Records for the exercise Block Start

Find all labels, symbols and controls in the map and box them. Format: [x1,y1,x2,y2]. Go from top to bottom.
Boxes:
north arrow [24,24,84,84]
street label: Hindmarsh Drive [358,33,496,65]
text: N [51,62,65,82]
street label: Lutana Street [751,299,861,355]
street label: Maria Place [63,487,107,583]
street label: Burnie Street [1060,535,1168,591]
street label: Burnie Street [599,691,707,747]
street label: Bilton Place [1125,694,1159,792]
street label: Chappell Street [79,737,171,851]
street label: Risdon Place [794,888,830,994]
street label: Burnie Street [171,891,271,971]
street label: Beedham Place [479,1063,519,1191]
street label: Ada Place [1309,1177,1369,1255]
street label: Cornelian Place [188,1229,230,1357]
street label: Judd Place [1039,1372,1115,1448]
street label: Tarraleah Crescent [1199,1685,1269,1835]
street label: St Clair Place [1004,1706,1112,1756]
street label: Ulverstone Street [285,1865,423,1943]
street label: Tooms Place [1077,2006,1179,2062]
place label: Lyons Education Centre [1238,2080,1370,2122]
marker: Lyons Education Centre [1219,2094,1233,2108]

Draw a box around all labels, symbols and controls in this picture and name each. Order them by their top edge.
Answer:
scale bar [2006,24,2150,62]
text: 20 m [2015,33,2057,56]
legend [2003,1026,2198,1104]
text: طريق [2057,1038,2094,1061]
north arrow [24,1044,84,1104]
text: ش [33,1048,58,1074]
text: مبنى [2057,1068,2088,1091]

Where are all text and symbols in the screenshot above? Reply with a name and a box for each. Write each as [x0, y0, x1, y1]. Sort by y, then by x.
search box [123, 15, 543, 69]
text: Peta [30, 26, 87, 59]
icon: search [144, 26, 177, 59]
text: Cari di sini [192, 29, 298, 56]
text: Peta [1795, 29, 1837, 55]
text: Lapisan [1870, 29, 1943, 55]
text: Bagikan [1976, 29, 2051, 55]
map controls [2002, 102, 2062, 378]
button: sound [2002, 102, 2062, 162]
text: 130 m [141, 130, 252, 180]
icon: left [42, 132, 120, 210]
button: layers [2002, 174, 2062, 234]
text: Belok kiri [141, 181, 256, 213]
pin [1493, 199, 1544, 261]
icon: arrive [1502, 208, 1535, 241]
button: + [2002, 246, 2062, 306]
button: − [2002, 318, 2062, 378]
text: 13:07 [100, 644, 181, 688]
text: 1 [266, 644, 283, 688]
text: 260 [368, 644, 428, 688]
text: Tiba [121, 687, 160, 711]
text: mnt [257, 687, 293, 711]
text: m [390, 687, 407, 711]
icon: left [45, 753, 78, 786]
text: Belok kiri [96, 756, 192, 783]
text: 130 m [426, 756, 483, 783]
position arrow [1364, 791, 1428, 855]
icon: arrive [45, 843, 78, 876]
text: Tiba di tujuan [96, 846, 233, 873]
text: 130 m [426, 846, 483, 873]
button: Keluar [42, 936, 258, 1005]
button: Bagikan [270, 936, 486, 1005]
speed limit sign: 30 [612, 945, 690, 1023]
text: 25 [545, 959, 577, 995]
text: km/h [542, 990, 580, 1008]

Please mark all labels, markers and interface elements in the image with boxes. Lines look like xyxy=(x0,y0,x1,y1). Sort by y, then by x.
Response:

Records for the exercise Block End

> [What the task asks] The records above are to be reproduced exactly, with nothing left out.

> [Reply]
Find all labels, symbols and controls in the map and box them. Format: [x1,y1,x2,y2]. Go from top to bottom.
Boxes:
north arrow [24,24,84,84]
street label: Hindmarsh Drive [358,33,496,65]
text: N [51,62,65,82]
street label: Lutana Street [751,299,861,355]
street label: Maria Place [63,487,107,583]
street label: Burnie Street [1060,535,1168,591]
street label: Burnie Street [599,691,707,747]
street label: Bilton Place [1125,694,1159,792]
street label: Chappell Street [79,737,171,851]
street label: Risdon Place [794,888,830,994]
street label: Burnie Street [171,891,271,971]
street label: Beedham Place [479,1063,519,1191]
street label: Ada Place [1309,1177,1369,1255]
street label: Cornelian Place [188,1229,230,1357]
street label: Judd Place [1039,1372,1115,1448]
street label: Tarraleah Crescent [1199,1685,1269,1835]
street label: St Clair Place [1004,1706,1112,1756]
street label: Ulverstone Street [285,1865,423,1943]
street label: Tooms Place [1077,2006,1179,2062]
place label: Lyons Education Centre [1238,2080,1370,2122]
marker: Lyons Education Centre [1219,2094,1233,2108]

Draw a box around all labels, symbols and controls in this picture and name each. Order them by their top edge.
Answer:
scale bar [2006,24,2150,62]
text: 20 m [2015,33,2057,56]
legend [2003,1026,2198,1104]
text: طريق [2057,1038,2094,1061]
north arrow [24,1044,84,1104]
text: ش [33,1048,58,1074]
text: مبنى [2057,1068,2088,1091]

Where are all text and symbols in the screenshot above? Reply with a name and a box for each. Write each as [x0, y0, x1, y1]. Sort by y, then by x.
search box [123, 15, 543, 69]
text: Peta [30, 26, 87, 59]
icon: search [144, 26, 177, 59]
text: Cari di sini [192, 29, 298, 56]
text: Peta [1795, 29, 1837, 55]
text: Lapisan [1870, 29, 1943, 55]
text: Bagikan [1976, 29, 2051, 55]
map controls [2002, 102, 2062, 378]
button: sound [2002, 102, 2062, 162]
text: 130 m [141, 130, 252, 180]
icon: left [42, 132, 120, 210]
button: layers [2002, 174, 2062, 234]
text: Belok kiri [141, 181, 256, 213]
pin [1493, 199, 1544, 261]
icon: arrive [1502, 208, 1535, 241]
button: + [2002, 246, 2062, 306]
button: − [2002, 318, 2062, 378]
text: 13:07 [100, 644, 181, 688]
text: 1 [266, 644, 283, 688]
text: 260 [368, 644, 428, 688]
text: Tiba [121, 687, 160, 711]
text: mnt [257, 687, 293, 711]
text: m [390, 687, 407, 711]
icon: left [45, 753, 78, 786]
text: Belok kiri [96, 756, 192, 783]
text: 130 m [426, 756, 483, 783]
position arrow [1364, 791, 1428, 855]
icon: arrive [45, 843, 78, 876]
text: Tiba di tujuan [96, 846, 233, 873]
text: 130 m [426, 846, 483, 873]
button: Keluar [42, 936, 258, 1005]
button: Bagikan [270, 936, 486, 1005]
speed limit sign: 30 [612, 945, 690, 1023]
text: 25 [545, 959, 577, 995]
text: km/h [542, 990, 580, 1008]

Please mark all labels, markers and interface elements in the image with boxes. Lines look like xyxy=(x0,y0,x1,y1). Sort by y, then by x.
Response:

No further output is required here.